WORK TO COMPLETE >> Your task is to transcribe, without alteration, the lines from the top of the material below through the line bearing "Map reading. Extract", inclusive.

DATA FOR THIS EXERCISE >>
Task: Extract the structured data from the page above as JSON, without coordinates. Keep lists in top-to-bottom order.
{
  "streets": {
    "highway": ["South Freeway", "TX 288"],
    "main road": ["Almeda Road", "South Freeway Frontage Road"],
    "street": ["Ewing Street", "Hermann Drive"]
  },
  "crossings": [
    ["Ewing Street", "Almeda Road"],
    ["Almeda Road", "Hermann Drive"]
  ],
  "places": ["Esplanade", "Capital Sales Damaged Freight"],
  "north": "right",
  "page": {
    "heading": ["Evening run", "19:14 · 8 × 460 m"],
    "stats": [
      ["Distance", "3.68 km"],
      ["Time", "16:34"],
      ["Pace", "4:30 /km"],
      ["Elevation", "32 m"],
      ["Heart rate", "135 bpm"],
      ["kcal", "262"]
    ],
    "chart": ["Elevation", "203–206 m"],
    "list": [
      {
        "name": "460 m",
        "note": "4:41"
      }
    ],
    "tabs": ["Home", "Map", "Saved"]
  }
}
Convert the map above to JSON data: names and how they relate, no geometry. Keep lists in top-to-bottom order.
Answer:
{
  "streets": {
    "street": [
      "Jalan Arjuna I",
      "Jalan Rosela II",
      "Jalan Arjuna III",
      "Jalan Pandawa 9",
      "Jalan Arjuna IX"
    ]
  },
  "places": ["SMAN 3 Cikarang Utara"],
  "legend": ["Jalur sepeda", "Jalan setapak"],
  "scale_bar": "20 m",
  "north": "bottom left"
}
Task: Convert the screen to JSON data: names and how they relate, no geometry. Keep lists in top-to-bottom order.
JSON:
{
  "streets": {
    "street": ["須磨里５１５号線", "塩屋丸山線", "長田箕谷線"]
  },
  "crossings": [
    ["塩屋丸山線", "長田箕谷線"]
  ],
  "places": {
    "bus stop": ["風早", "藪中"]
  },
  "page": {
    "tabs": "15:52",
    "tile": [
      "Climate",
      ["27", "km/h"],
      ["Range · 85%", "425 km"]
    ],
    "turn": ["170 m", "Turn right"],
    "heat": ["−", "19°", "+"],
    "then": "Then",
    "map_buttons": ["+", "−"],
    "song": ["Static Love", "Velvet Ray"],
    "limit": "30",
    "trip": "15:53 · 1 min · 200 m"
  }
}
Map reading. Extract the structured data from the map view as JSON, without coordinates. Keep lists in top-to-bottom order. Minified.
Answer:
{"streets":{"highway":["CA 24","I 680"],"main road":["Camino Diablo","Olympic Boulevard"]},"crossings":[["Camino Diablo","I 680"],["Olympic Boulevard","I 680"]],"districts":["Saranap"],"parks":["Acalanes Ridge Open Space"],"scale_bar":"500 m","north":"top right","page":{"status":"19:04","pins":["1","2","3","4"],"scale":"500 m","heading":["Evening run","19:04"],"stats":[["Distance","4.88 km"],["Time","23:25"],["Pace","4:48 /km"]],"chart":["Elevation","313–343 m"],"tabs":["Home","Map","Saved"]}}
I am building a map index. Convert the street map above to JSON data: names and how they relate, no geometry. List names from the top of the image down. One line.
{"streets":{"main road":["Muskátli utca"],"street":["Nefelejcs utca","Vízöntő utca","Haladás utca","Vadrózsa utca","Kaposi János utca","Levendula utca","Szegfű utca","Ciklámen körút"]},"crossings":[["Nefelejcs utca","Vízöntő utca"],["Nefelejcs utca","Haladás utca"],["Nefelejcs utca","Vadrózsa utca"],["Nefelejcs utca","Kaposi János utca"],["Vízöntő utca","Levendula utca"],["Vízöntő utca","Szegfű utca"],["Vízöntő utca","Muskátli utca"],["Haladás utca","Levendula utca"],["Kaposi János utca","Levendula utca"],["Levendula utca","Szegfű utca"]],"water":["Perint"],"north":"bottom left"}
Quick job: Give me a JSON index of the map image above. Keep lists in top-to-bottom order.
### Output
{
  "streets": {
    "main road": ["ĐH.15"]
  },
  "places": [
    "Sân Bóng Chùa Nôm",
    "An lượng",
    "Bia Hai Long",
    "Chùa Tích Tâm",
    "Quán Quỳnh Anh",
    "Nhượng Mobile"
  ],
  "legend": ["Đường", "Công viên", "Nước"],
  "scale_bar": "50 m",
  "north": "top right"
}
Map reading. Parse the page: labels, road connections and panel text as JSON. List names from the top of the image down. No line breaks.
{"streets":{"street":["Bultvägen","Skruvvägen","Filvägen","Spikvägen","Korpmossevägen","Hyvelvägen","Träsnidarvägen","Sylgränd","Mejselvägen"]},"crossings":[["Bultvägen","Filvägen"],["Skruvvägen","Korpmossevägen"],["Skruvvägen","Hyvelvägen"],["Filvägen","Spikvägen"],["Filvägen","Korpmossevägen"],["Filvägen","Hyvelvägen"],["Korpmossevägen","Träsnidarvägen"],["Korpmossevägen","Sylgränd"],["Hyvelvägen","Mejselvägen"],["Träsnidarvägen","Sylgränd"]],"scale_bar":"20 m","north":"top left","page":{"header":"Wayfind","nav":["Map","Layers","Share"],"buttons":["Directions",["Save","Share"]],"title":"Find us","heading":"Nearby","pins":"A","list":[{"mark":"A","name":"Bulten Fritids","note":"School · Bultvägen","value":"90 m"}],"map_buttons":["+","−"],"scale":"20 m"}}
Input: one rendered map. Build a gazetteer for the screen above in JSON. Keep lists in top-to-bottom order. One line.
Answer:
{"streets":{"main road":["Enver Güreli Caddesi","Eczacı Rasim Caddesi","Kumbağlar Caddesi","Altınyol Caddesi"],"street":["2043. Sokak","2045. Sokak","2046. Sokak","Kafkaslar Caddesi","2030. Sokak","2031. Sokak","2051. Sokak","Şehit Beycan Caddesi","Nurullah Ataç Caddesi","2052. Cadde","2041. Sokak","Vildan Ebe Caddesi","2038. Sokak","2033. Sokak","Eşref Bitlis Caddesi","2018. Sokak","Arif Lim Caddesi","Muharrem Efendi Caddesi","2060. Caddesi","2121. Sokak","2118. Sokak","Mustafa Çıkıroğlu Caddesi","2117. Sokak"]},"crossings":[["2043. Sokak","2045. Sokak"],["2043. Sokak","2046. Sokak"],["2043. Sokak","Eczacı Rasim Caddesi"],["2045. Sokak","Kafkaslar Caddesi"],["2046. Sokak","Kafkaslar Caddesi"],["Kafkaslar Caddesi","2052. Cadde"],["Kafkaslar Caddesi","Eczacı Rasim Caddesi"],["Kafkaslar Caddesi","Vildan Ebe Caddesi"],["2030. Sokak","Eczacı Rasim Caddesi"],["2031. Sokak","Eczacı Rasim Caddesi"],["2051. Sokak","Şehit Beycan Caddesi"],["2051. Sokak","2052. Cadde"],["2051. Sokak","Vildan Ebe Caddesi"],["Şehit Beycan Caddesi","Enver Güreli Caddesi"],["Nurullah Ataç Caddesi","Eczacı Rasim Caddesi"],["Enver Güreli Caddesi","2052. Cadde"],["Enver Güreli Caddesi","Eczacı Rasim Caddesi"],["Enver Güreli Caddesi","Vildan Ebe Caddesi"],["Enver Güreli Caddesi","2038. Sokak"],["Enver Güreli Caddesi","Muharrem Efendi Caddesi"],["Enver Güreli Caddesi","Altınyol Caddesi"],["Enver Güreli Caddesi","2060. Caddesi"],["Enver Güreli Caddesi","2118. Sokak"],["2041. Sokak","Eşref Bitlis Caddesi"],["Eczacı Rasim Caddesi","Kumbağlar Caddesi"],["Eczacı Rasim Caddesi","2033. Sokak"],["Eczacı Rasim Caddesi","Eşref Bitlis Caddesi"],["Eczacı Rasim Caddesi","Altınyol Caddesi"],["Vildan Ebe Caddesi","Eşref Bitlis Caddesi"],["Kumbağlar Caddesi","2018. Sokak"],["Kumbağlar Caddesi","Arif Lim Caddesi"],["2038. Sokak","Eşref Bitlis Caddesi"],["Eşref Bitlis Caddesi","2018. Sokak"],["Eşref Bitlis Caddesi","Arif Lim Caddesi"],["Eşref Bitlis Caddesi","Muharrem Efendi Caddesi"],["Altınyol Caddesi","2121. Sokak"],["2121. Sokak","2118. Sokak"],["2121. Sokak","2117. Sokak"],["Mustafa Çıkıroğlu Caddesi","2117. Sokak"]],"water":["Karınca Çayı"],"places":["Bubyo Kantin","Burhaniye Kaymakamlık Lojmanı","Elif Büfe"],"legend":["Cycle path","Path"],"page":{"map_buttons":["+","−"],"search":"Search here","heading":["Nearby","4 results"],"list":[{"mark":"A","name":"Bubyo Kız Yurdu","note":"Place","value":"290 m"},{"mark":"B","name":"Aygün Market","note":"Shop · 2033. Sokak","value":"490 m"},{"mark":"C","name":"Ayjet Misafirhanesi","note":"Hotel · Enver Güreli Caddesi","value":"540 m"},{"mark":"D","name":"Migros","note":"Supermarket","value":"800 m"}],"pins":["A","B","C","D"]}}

WORKED SOLUTION >>
Task: Extract the structured data from the page above as JSON, without coordinates. Keep lists in top-to-bottom order.
{
  "streets": {
    "highway": ["South Freeway", "TX 288"],
    "main road": ["Almeda Road", "South Freeway Frontage Road"],
    "street": ["Ewing Street", "Hermann Drive"]
  },
  "crossings": [
    ["Ewing Street", "Almeda Road"],
    ["Almeda Road", "Hermann Drive"]
  ],
  "places": ["Esplanade", "Capital Sales Damaged Freight"],
  "north": "right",
  "page": {
    "heading": ["Evening run", "19:14 · 8 × 460 m"],
    "stats": [
      ["Distance", "3.68 km"],
      ["Time", "16:34"],
      ["Pace", "4:30 /km"],
      ["Elevation", "32 m"],
      ["Heart rate", "135 bpm"],
      ["kcal", "262"]
    ],
    "chart": ["Elevation", "203–206 m"],
    "list": [
      {
        "name": "460 m",
        "note": "4:41"
      }
    ],
    "tabs": ["Home", "Map", "Saved"]
  }
}
Convert the map above to JSON data: names and how they relate, no geometry. Keep lists in top-to-bottom order.
Answer:
{
  "streets": {
    "street": [
      "Jalan Arjuna I",
      "Jalan Rosela II",
      "Jalan Arjuna III",
      "Jalan Pandawa 9",
      "Jalan Arjuna IX"
    ]
  },
  "places": ["SMAN 3 Cikarang Utara"],
  "legend": ["Jalur sepeda", "Jalan setapak"],
  "scale_bar": "20 m",
  "north": "bottom left"
}
Task: Convert the screen to JSON data: names and how they relate, no geometry. Keep lists in top-to-bottom order.
JSON:
{
  "streets": {
    "street": ["須磨里５１５号線", "塩屋丸山線", "長田箕谷線"]
  },
  "crossings": [
    ["塩屋丸山線", "長田箕谷線"]
  ],
  "places": {
    "bus stop": ["風早", "藪中"]
  },
  "page": {
    "tabs": "15:52",
    "tile": [
      "Climate",
      ["27", "km/h"],
      ["Range · 85%", "425 km"]
    ],
    "turn": ["170 m", "Turn right"],
    "heat": ["−", "19°", "+"],
    "then": "Then",
    "map_buttons": ["+", "−"],
    "song": ["Static Love", "Velvet Ray"],
    "limit": "30",
    "trip": "15:53 · 1 min · 200 m"
  }
}
Map reading. Extract the structured data from the map view as JSON, without coordinates. Keep lists in top-to-bottom order. Minified.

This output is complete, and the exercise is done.